(Stored items)
○ ○ ○ ○
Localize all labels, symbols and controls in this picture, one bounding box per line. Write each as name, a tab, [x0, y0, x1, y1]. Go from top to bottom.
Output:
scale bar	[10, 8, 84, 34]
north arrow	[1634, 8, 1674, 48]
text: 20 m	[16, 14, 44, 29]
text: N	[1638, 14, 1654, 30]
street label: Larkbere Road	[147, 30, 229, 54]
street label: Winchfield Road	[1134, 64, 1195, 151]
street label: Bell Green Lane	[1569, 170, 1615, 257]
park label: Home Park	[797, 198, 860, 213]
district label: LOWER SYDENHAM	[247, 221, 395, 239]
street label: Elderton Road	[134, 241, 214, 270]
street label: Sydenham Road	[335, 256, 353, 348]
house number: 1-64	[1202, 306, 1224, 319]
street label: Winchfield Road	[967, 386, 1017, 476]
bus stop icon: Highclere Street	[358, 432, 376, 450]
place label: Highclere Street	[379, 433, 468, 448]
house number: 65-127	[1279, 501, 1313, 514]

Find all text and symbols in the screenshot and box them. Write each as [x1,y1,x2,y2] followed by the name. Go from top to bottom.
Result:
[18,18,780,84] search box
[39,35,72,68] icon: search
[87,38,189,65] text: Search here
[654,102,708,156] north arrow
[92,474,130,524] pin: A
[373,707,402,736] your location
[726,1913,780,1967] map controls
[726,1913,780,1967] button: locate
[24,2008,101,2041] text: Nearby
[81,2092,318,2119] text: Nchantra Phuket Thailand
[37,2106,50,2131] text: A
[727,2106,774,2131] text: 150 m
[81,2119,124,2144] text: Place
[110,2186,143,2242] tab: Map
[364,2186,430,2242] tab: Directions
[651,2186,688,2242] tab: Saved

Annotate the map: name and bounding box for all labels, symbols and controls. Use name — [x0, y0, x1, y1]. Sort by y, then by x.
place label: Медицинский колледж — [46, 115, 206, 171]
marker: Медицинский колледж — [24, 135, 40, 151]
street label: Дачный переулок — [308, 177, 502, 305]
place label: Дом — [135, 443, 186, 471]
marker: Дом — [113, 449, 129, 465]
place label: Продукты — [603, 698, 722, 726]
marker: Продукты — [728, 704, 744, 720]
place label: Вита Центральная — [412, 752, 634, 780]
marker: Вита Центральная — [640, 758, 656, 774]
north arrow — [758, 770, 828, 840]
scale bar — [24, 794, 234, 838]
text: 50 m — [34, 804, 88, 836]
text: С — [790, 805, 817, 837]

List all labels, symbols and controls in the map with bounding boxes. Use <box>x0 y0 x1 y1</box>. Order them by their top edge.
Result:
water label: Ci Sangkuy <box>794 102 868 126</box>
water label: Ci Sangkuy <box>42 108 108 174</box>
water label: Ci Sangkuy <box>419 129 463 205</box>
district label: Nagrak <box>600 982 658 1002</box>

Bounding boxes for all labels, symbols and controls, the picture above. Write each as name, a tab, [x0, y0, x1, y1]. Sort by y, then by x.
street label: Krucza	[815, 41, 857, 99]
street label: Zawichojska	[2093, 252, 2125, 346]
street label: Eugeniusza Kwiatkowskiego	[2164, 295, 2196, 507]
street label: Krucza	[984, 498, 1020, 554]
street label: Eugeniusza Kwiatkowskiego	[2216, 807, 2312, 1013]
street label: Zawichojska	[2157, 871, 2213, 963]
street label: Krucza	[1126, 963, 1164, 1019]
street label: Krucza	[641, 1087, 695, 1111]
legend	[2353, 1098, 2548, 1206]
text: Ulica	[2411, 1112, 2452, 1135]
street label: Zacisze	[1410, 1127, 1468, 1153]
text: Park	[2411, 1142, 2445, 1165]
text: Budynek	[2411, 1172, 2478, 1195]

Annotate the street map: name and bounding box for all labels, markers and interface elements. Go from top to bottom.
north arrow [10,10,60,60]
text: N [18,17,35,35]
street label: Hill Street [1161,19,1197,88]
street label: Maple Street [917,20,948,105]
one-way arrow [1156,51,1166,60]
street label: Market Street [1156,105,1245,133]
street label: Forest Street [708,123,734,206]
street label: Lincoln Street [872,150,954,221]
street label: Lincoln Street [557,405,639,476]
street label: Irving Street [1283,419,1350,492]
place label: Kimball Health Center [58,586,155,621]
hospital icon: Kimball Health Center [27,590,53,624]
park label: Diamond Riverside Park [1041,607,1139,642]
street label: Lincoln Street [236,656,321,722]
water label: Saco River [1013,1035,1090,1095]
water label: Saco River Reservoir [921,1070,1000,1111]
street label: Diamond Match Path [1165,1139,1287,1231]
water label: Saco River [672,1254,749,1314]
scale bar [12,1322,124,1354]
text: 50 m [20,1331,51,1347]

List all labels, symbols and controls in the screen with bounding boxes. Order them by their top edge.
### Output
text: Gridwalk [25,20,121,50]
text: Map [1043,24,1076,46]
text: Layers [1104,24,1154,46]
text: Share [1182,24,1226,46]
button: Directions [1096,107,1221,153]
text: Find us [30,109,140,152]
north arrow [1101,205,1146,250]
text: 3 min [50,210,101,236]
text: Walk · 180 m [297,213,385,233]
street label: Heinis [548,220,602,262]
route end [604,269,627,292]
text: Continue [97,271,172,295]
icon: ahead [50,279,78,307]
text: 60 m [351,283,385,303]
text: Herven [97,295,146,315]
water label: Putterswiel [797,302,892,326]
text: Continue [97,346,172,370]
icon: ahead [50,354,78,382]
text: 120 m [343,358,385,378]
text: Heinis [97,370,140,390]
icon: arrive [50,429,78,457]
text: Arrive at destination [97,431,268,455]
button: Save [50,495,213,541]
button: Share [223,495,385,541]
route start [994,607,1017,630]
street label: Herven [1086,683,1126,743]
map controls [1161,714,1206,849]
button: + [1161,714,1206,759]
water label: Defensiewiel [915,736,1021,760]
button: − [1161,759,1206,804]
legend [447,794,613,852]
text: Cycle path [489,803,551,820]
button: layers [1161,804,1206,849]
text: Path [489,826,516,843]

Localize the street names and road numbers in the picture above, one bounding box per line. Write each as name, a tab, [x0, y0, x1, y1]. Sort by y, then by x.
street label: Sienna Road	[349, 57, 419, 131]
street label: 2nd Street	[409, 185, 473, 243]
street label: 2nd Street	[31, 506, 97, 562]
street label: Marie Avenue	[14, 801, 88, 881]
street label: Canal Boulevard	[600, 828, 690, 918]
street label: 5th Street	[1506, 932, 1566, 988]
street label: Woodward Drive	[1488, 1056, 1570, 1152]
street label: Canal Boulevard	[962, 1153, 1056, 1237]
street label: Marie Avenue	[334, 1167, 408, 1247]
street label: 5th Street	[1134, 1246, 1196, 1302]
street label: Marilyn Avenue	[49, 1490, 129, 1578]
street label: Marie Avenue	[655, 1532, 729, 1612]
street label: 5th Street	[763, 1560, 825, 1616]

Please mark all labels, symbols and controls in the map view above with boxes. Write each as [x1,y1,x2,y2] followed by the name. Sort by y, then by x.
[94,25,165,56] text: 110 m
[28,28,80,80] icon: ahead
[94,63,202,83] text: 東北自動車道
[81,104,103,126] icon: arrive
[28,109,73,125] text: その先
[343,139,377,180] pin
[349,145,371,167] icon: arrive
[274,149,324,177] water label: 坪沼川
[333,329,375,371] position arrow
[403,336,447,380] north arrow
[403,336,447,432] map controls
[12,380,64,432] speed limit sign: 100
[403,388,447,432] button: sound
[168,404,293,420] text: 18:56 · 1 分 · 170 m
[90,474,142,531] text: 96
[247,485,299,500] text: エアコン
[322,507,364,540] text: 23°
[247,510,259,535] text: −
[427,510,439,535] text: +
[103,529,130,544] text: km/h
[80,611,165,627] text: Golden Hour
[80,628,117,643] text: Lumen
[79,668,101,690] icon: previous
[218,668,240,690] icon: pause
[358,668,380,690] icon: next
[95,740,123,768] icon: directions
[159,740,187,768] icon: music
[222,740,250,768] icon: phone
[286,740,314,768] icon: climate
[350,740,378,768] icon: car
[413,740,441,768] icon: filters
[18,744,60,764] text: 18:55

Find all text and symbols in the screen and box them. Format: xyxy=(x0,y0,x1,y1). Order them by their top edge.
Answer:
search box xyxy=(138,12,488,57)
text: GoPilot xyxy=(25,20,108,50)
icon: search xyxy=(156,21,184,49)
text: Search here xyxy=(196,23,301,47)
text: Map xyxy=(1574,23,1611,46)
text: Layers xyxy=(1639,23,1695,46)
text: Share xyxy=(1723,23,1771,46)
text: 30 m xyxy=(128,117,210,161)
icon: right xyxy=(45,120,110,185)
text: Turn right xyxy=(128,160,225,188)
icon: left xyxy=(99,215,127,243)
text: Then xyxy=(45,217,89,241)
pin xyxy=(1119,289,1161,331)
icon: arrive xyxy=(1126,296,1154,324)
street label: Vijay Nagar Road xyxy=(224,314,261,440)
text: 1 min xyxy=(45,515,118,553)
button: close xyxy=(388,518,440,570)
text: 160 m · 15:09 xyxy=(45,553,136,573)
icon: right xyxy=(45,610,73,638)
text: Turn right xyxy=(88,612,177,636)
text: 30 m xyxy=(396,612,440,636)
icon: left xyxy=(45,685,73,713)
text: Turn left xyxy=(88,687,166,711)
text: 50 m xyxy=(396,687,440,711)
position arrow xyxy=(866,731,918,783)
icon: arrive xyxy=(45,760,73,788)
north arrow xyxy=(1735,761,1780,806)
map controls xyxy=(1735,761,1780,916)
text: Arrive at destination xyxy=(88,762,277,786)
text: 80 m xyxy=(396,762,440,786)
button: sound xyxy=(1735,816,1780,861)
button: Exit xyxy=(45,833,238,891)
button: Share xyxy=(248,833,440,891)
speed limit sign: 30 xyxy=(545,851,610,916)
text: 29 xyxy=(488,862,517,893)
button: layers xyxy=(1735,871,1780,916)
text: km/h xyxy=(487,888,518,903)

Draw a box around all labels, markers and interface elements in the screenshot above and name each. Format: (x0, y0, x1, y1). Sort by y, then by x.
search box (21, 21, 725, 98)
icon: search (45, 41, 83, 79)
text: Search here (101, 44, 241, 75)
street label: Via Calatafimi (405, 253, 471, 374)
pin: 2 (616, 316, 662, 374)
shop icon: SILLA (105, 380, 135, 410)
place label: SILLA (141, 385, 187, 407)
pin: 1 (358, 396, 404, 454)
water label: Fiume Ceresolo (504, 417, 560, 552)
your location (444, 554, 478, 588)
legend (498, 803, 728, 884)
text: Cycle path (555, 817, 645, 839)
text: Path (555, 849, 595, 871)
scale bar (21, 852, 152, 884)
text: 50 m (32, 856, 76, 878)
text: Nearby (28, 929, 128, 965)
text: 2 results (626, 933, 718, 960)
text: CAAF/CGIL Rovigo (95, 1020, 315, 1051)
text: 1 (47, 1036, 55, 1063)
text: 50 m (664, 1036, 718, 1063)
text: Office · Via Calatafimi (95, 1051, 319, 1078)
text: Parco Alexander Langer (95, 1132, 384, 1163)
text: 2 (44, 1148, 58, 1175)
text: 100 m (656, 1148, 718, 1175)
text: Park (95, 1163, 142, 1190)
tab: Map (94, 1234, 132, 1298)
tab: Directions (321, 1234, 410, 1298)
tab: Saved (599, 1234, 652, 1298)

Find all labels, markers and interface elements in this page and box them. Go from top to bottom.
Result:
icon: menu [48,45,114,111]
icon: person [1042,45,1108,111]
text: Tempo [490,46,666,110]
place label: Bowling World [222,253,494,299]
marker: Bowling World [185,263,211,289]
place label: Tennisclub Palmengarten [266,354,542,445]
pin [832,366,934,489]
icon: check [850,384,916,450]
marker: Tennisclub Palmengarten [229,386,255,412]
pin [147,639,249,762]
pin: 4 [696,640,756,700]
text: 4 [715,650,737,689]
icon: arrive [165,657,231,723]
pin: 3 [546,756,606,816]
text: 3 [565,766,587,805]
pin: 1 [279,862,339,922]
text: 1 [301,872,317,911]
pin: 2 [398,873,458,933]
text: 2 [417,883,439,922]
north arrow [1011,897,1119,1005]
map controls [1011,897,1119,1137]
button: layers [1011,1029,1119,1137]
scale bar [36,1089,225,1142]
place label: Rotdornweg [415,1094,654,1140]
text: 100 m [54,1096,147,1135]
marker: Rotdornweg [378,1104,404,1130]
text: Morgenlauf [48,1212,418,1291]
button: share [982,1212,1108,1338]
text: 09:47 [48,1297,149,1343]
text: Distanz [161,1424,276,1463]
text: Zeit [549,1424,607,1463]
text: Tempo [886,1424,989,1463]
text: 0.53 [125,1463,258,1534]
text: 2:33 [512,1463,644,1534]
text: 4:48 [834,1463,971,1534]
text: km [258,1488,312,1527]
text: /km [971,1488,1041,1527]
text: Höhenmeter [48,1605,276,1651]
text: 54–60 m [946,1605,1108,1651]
○ ○ ○ ○
#### [PROBLEM REQUIREMENTS]
Go through the data above and tally every line that includes "their". State only the total.

#### [RESPONSE BOX]
3